→ Description of the task:
Reproduce the whole listing exactly, omitting any picture it holds.

*** Data extract ***

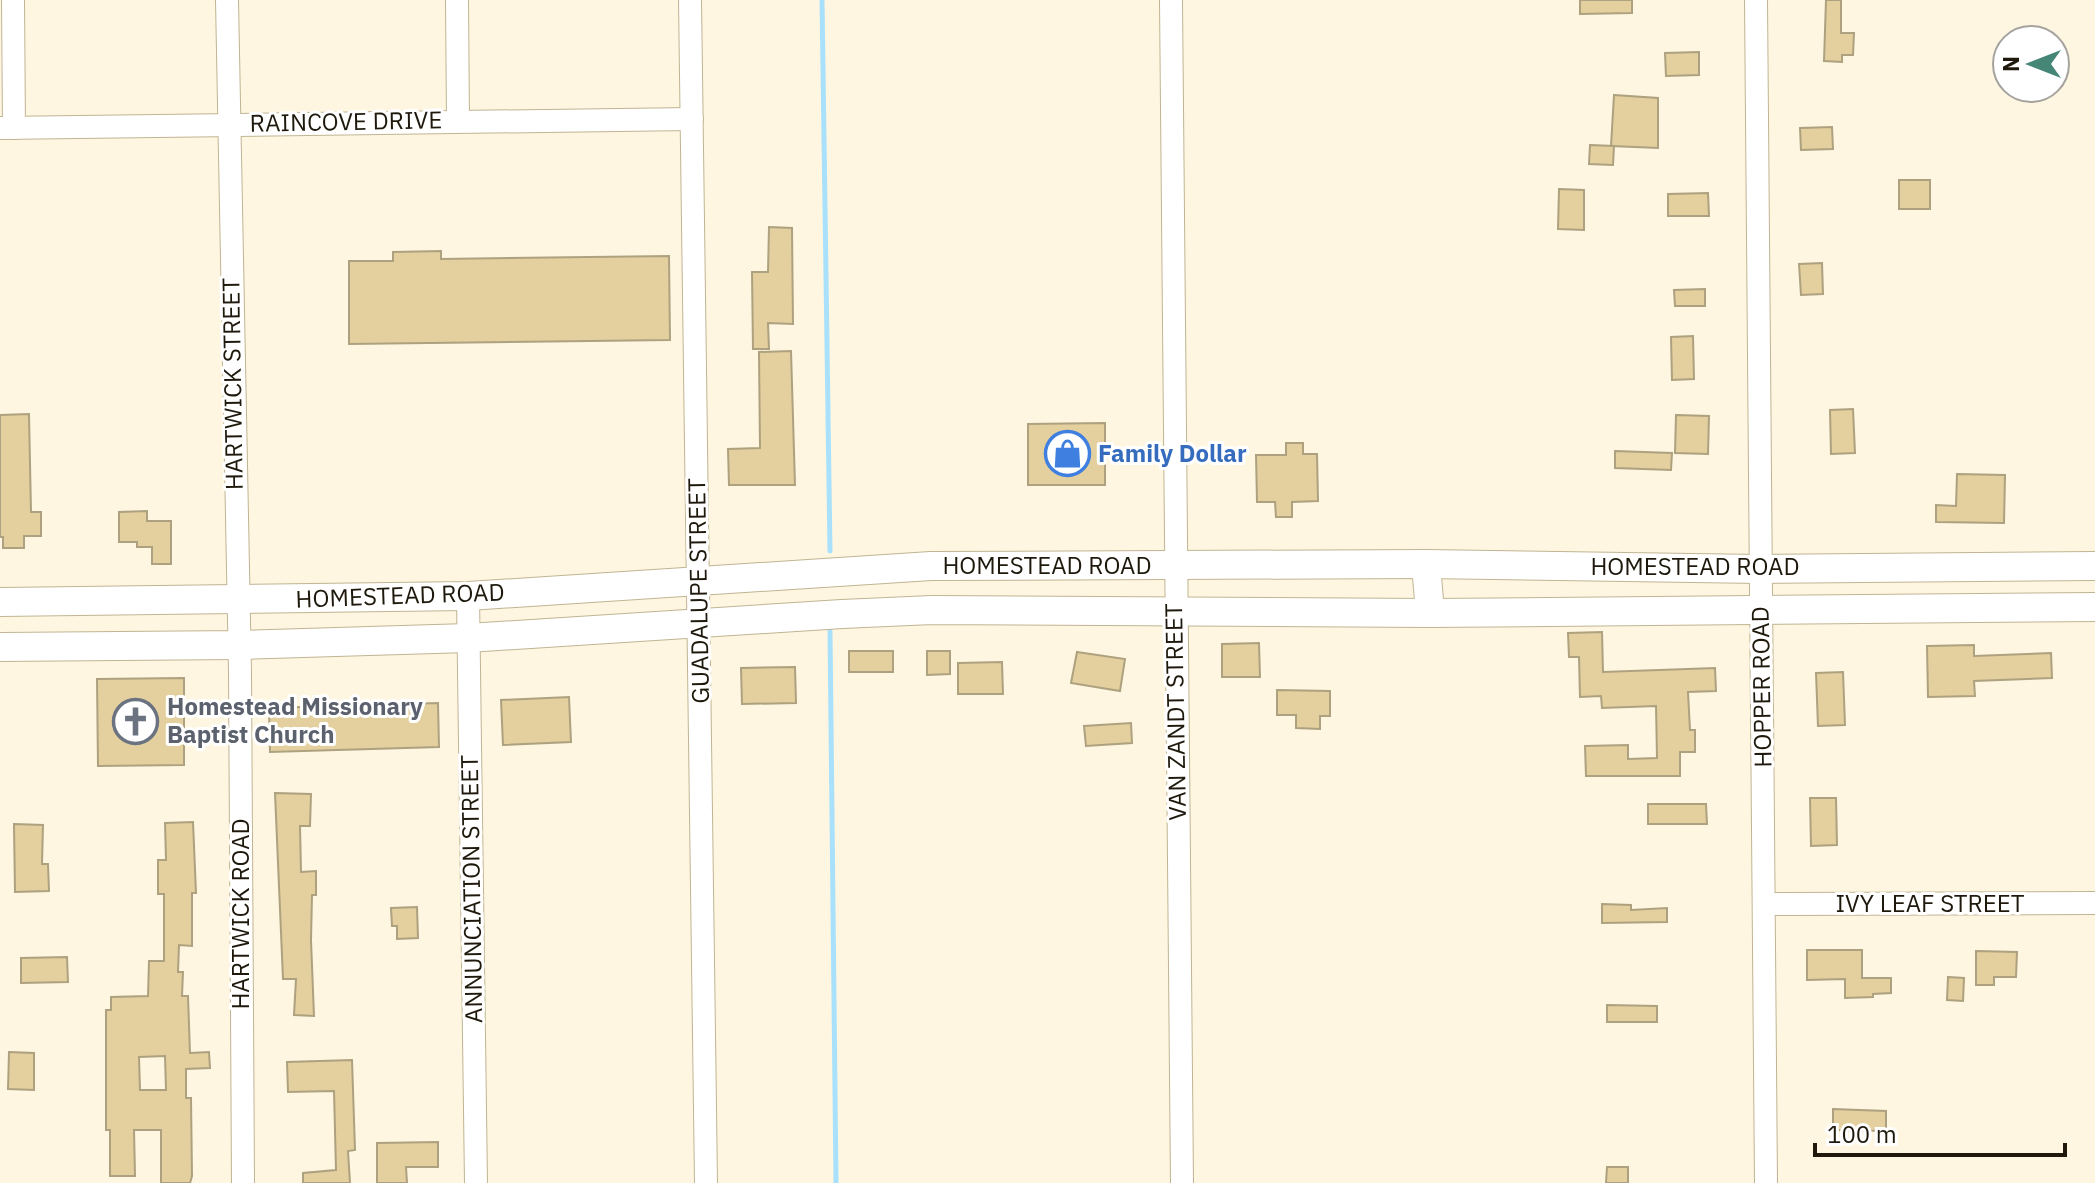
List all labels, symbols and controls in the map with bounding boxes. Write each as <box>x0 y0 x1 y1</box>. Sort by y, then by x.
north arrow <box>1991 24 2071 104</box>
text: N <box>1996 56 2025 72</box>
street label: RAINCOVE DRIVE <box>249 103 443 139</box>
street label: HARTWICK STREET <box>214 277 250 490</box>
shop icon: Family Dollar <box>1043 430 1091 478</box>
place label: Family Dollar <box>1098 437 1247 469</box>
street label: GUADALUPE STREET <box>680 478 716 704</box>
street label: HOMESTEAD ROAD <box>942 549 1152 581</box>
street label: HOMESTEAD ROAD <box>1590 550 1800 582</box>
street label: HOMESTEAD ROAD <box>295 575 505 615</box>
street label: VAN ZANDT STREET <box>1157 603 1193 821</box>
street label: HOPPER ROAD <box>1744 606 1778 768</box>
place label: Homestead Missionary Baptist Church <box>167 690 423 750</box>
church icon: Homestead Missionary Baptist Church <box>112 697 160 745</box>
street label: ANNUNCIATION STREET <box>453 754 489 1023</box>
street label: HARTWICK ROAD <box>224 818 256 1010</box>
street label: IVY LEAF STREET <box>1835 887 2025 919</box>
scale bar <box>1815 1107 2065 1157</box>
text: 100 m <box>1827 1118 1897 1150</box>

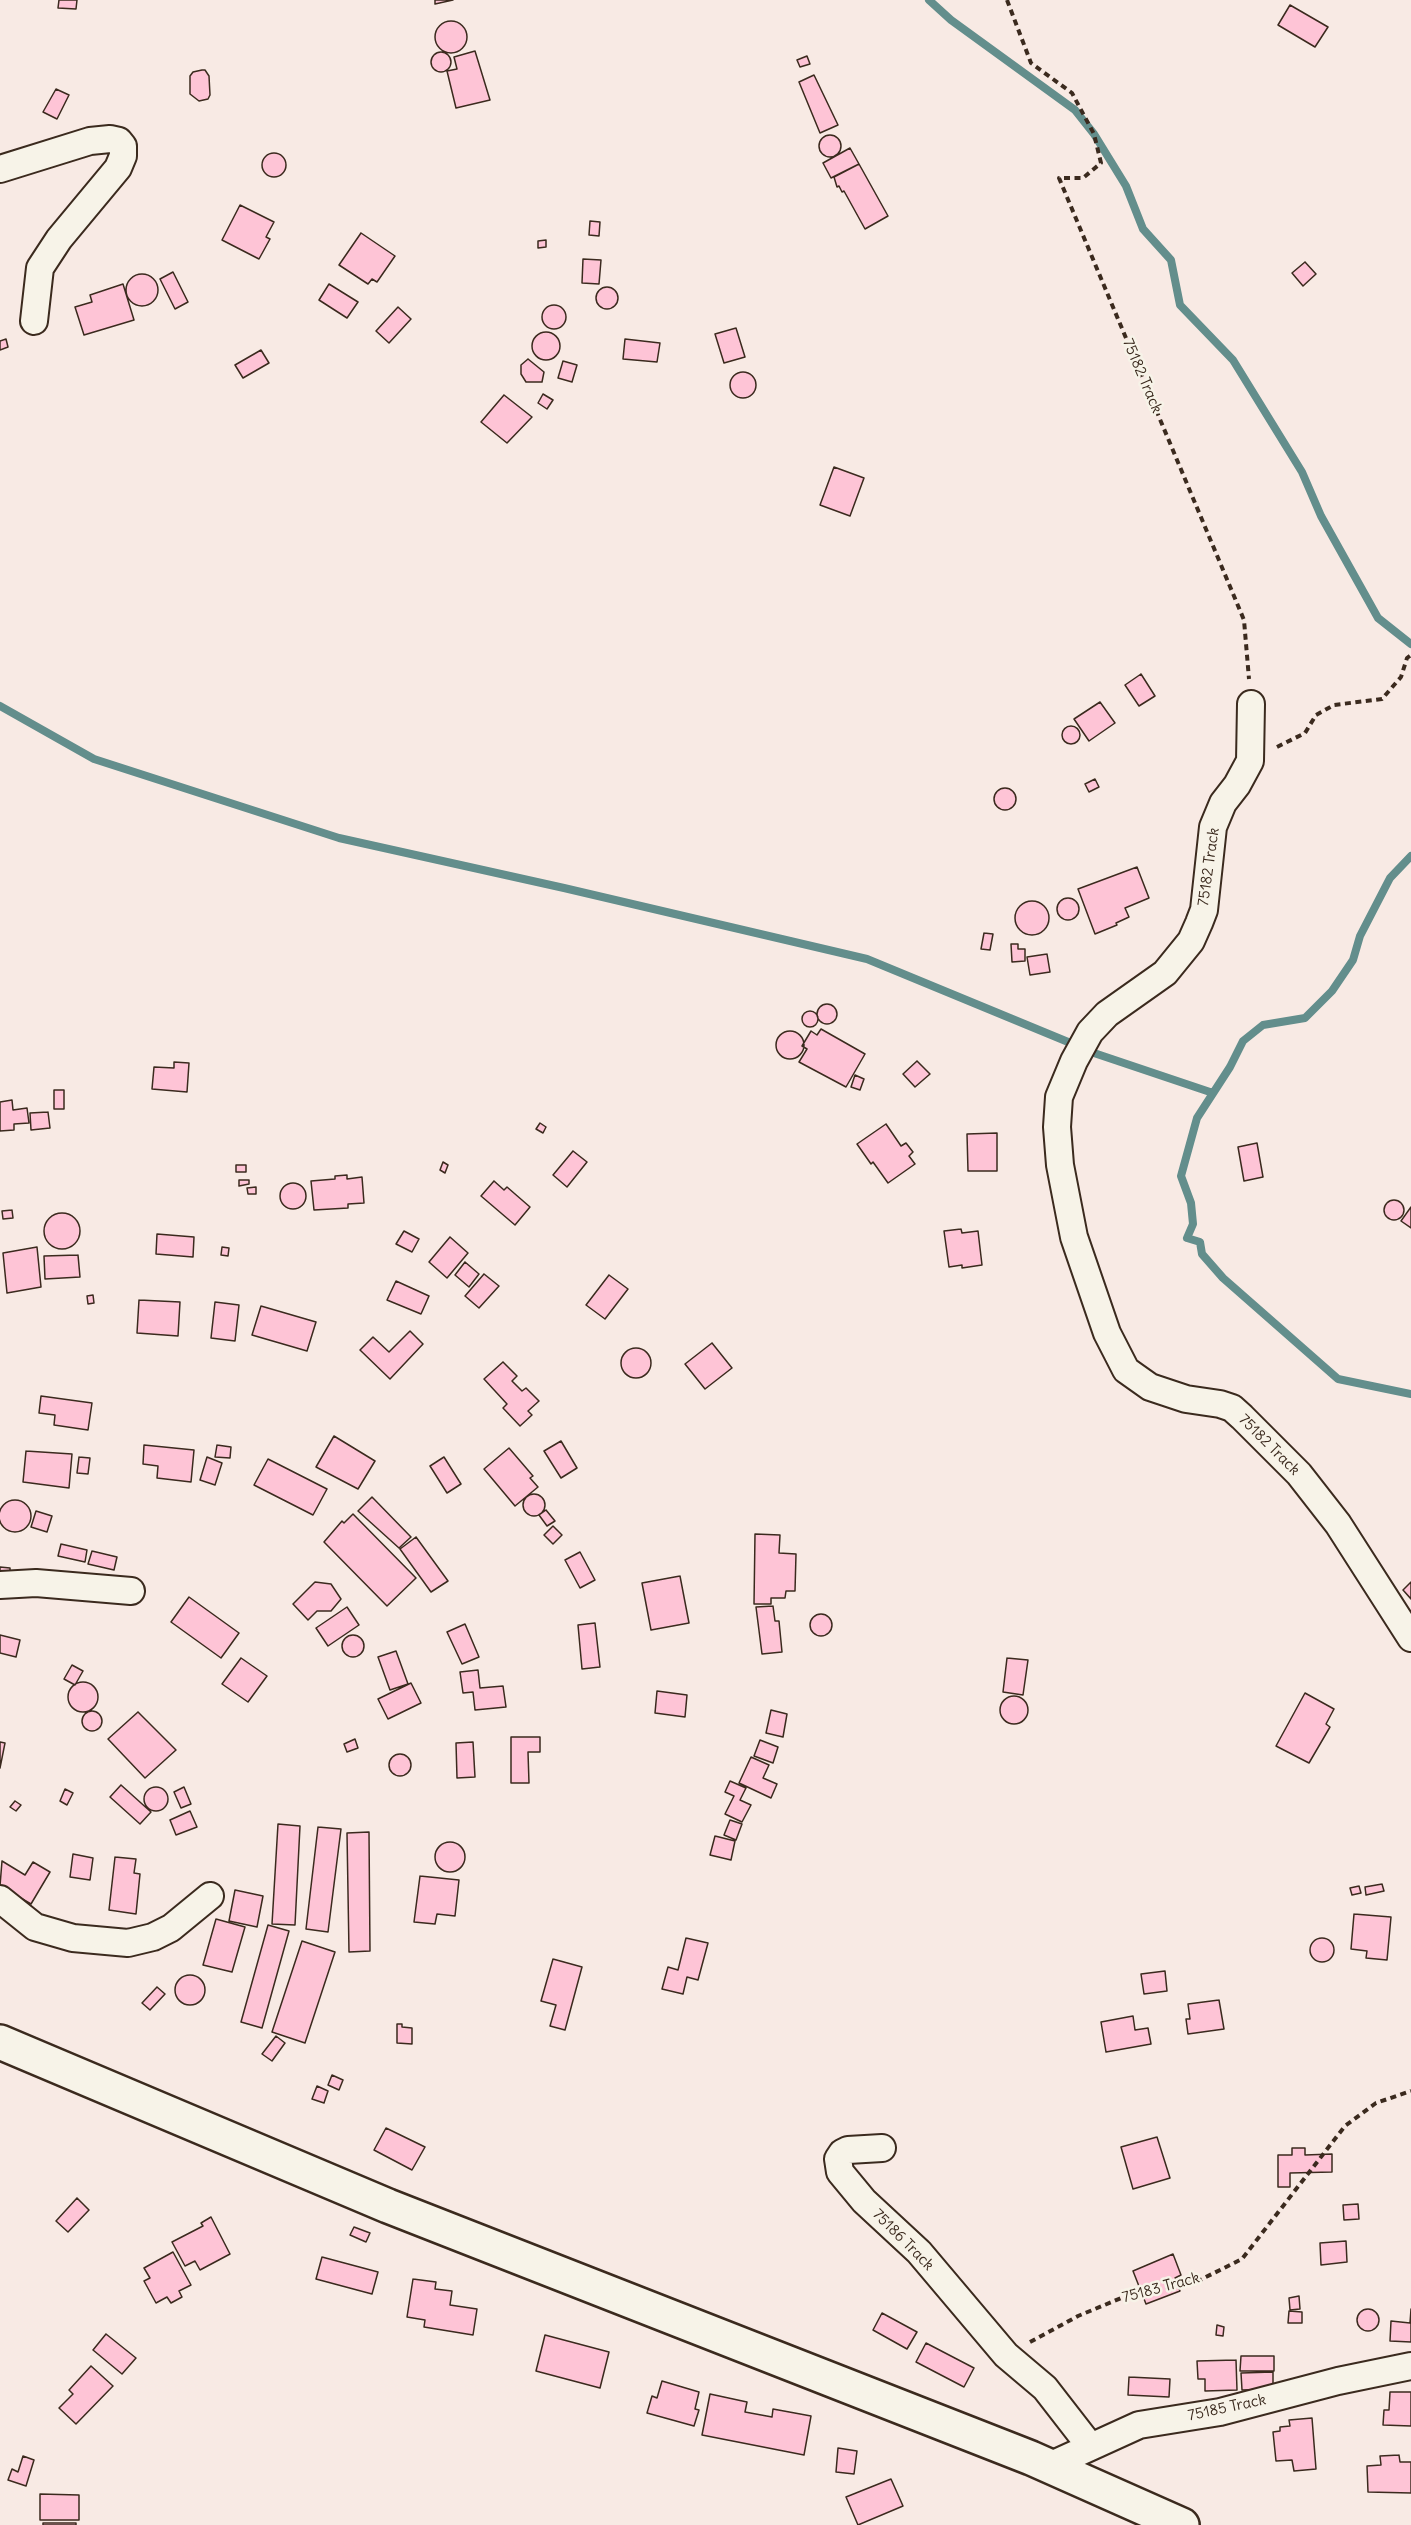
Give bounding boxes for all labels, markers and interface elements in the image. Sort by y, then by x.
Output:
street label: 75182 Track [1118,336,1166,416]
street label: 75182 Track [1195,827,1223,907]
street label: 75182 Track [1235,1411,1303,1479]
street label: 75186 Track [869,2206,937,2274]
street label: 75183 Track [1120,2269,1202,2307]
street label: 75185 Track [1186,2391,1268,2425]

*** End of Data extract ***

→ Response to the task:
List all labels, symbols and controls in the map with bounding boxes. Write each as <box>x0 y0 x1 y1</box>. Sort by y, then by x.
north arrow <box>1991 24 2071 104</box>
text: N <box>1996 56 2025 72</box>
street label: RAINCOVE DRIVE <box>249 103 443 139</box>
street label: HARTWICK STREET <box>214 277 250 490</box>
shop icon: Family Dollar <box>1043 430 1091 478</box>
place label: Family Dollar <box>1098 437 1247 469</box>
street label: GUADALUPE STREET <box>680 478 716 704</box>
street label: HOMESTEAD ROAD <box>942 549 1152 581</box>
street label: HOMESTEAD ROAD <box>1590 550 1800 582</box>
street label: HOMESTEAD ROAD <box>295 575 505 615</box>
street label: VAN ZANDT STREET <box>1157 603 1193 821</box>
street label: HOPPER ROAD <box>1744 606 1778 768</box>
place label: Homestead Missionary Baptist Church <box>167 690 423 750</box>
church icon: Homestead Missionary Baptist Church <box>112 697 160 745</box>
street label: ANNUNCIATION STREET <box>453 754 489 1023</box>
street label: HARTWICK ROAD <box>224 818 256 1010</box>
street label: IVY LEAF STREET <box>1835 887 2025 919</box>
scale bar <box>1815 1107 2065 1157</box>
text: 100 m <box>1827 1118 1897 1150</box>

Give bounding boxes for all labels, markers and interface elements in the image. Sort by y, then by x.
Output:
street label: 75182 Track [1118,336,1166,416]
street label: 75182 Track [1195,827,1223,907]
street label: 75182 Track [1235,1411,1303,1479]
street label: 75186 Track [869,2206,937,2274]
street label: 75183 Track [1120,2269,1202,2307]
street label: 75185 Track [1186,2391,1268,2425]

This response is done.